C’est la décadence (concept jamais expliqué) qui conduit au « travaille du sexe », nouvelle lubie du progrès ? Ridicule, les maisons closes ont été interdites en France en 1946, par la loi Marthe Richard. À cette époque, le progrès était justement de fermer ces établissements de « débauche organisée et patentée ». La notion de travail était tout à fait présente au sein de ces maisons closes, et les mineures n’ont pas attendu 2021 et les teintures de cheveux bleues pour se prostituer, aussi triste que cela puisse être.

Un autre point interpelle : l’exploitation de la misère sexuelle. Alors qu’il aime parler de Courbe de Gini ou de l’effet Pareto, j’aimerai savoir quelle solution il trouve à celle-ci.
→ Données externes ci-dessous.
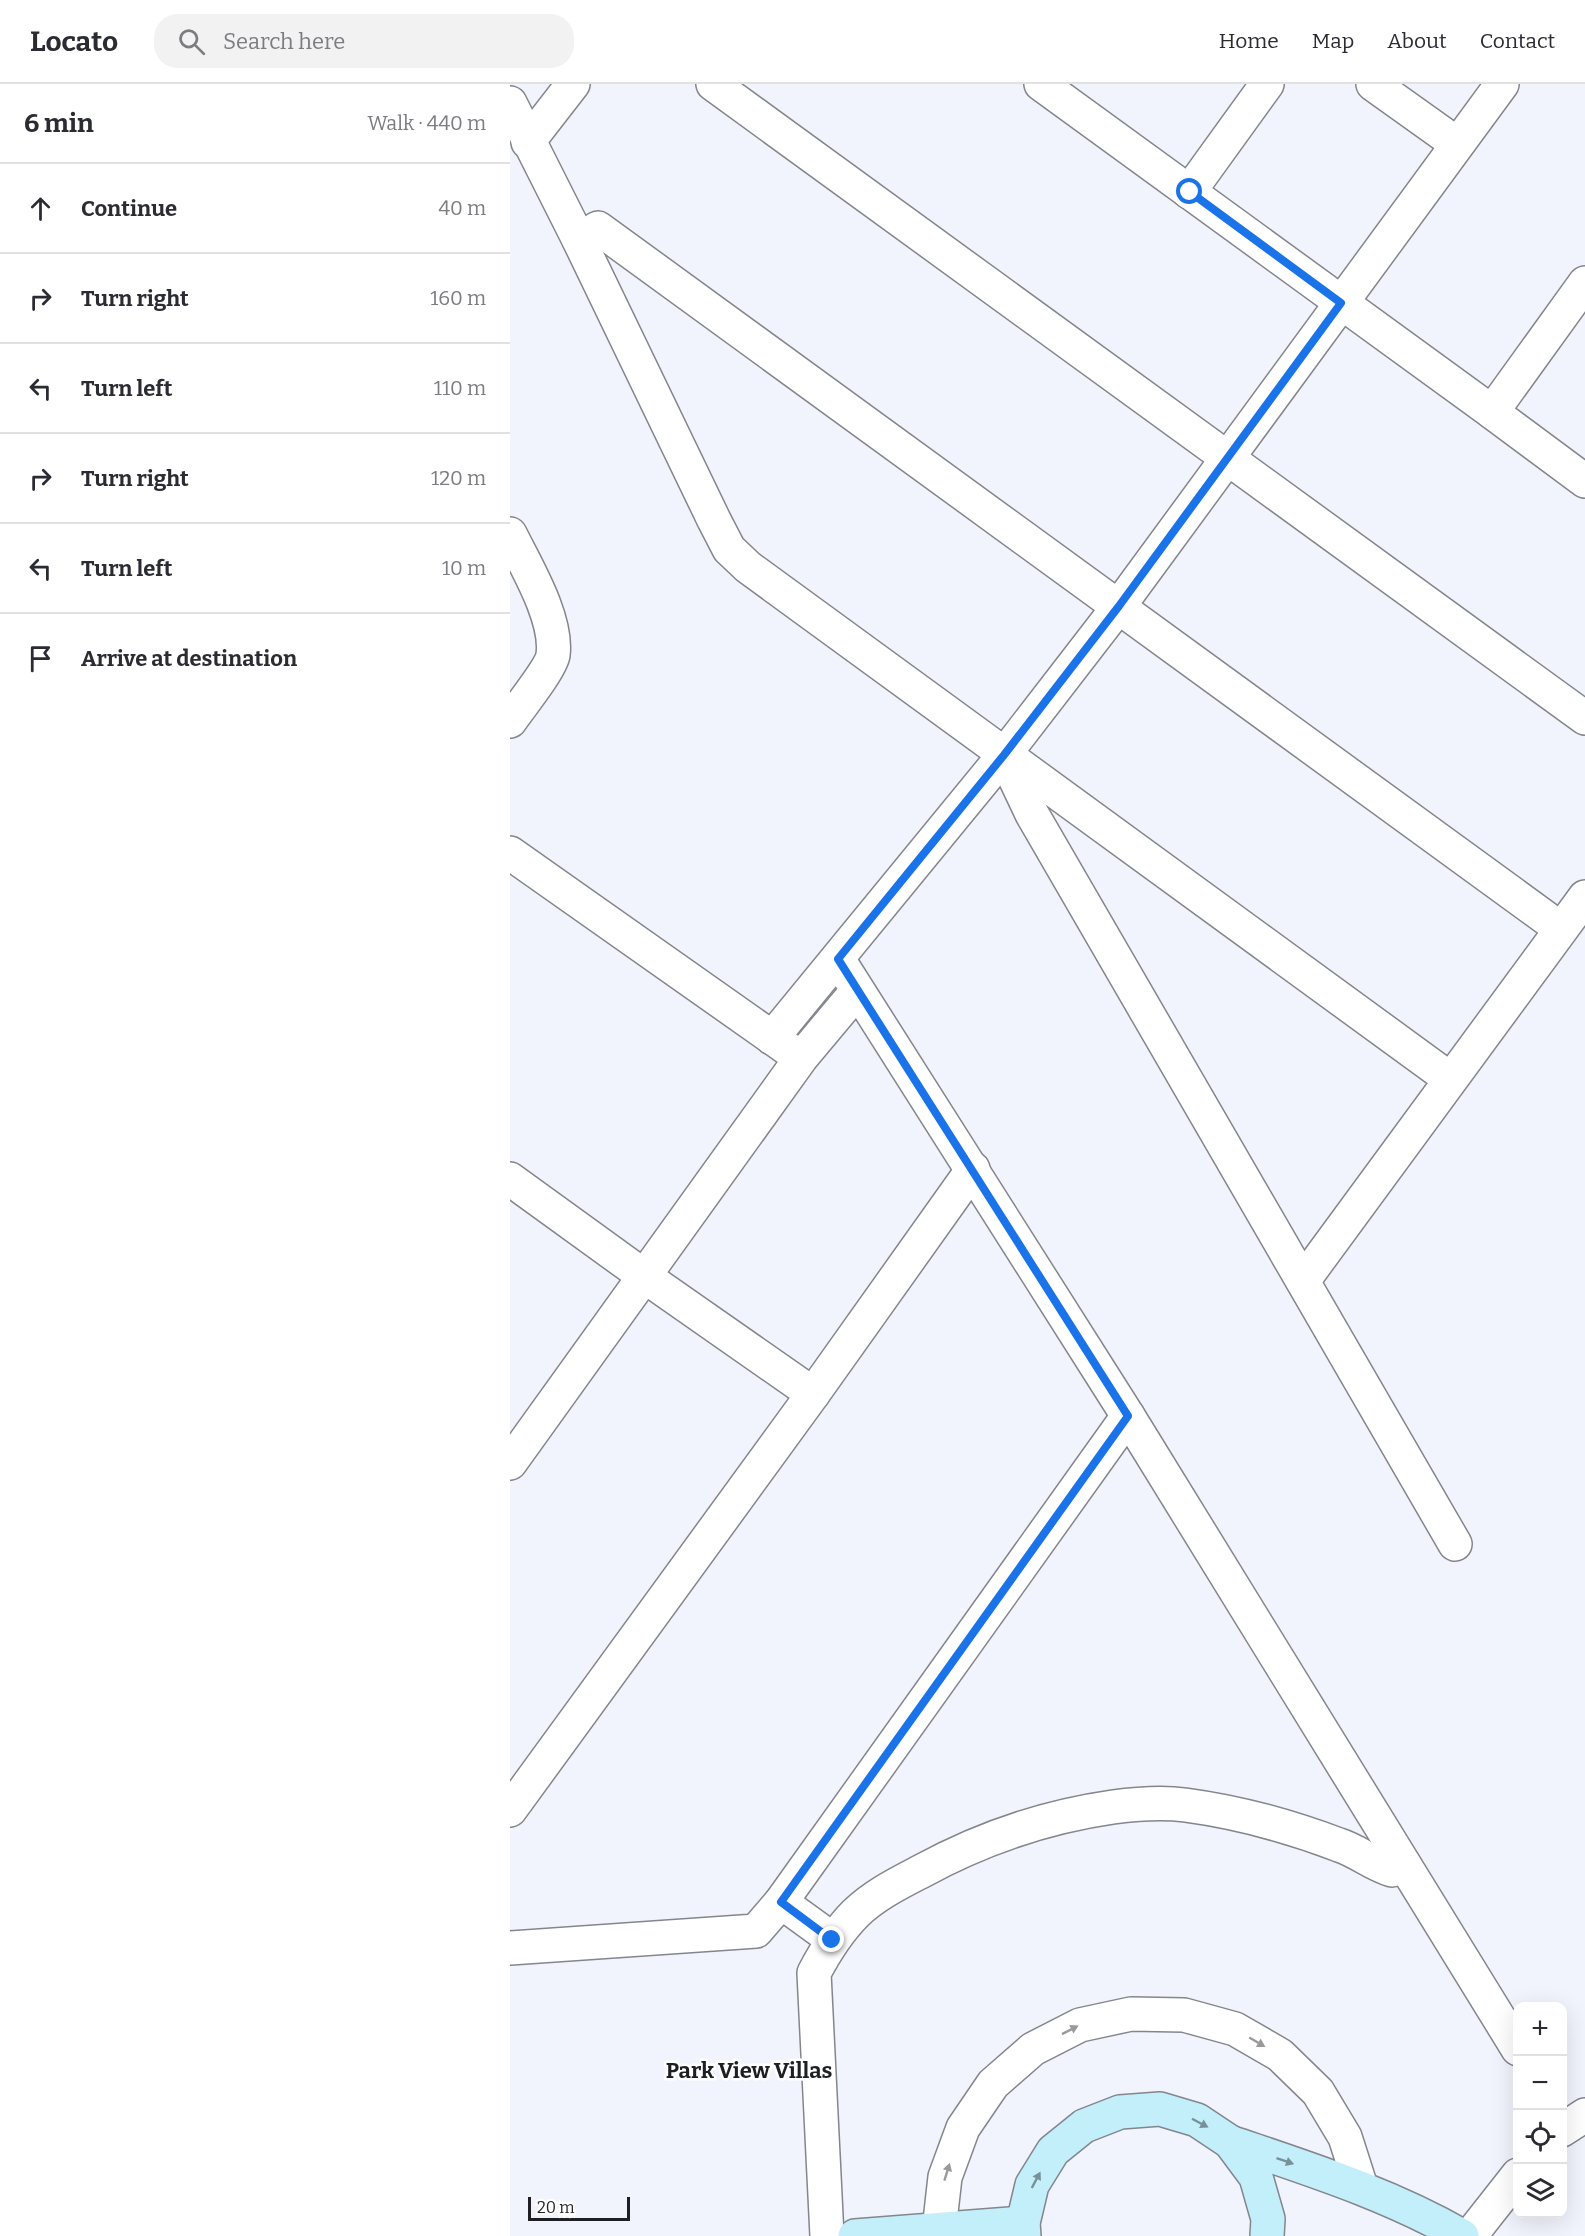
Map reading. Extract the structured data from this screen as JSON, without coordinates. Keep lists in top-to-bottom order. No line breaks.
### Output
{"districts":["Park View Villas"],"scale_bar":"20 m","page":{"header":"Locato","search":"Search here","nav":["Home","Map","About","Contact"],"heading":["6 min","Walk · 440 m"],"list":[["Continue","40 m"],["Turn right","160 m"],["Turn left","110 m"],["Turn right","120 m"],["Turn left","10 m"],"Arrive at destination"],"map_buttons":["+","−"],"scale":"20 m"}}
Car jusqu’à présent, la meilleur chose qui soit arrivée aux exclus du marché du sexe, c’est bien la prostitution. Qu’y a-t-il de plus beau qu’une femme qui accepte un damné de la chaire dans son lit contre rétribution ? Une femme qui le ferait gratuitement ? Dans quel monde vit-on !

Une attaque sur Onlyfan pourrait passer pour légitime : là où la prositution vend du sexe, Onlyfan vendrait une relation. On le voit lorsque des femmes acceptent des rendez-vous (sans sexe) contre de l’argent. Que ce serait, en quelque sorte, une vaste escroquerie. Si Valek nous rappelle dans ses vidéos que les hommes peuvent sexualiser tout et n’importe quoi, il est aussi vrai qu’il leur est possible de bâtir mentalement des relations inexistantes dans tous les domaines :

  • Chez les prostituées « traditionnelles » avec Emma Becker, qui raconte lors de son expérience dans une maison close tous ces « hommes amoureux de filles qu’ils ont payées, précisément pour ne pas les aimer ».
  • Le porno traditionnel : « Le pouvoir qu’exercent les actrices sur leurs admirateurs flirte parfois avec de l’abus de faiblesse. John Smith, le fan de Sofia, reconnaît avoir dépensé beaucoup d’argent pour les actrices. « Je me suis fait avoir comme, je pense, la majorité des fans. » Au bout du fil, il raconte « l’engrenage » qui l’a amené à dépenser des centaines d’euros : « Avec l’une, ça s’est déclenché trois ou quatre mois après les premiers échanges. Ça a commencé par « J’ai perdu ma coque d’iPhone. » Et puis « J’t’aime bien, t’es particulier, t’es spécial. J’aimerais bien te voir. » Et moi, comme un couillon, je me suis dit : « Merde, moi, je suis capable de séduire une fille comme ça ? » Une fois que tu as commencé, c’est fini » Judy, Lola, Sofia et moi, Robin D’ANGELO.
  • Pour les cam girls, Néphael raconte comment un fan était persuadé d’être en couple avec elle alors qu’elle ne communiquait pas avec lui

Pour conclure, dans cette histoire, que les femmes soient vues comme victimes ou bourreaux, Onlyfans ne fait que « fluidifier le marché ». Il est un thermomètre, un signe. Si les femmes sont des victimes de la sexualisation et de la marchandisation de leurs corps, alors cet outil les met à l’abri. Si elles sont des bourreaux, alors cette arme redoutable, implacable, doit tirer ses victimes de leur torpeur et leur déchéance hérotico-morale.

Attaquer Onlyfans, c’est vouloir ignorer la réalité, l’acte des lâches. « Vous pouvez ignorer la réalité, mais pas les conséquences d’ignorer la réalité » disait Ayn Rand.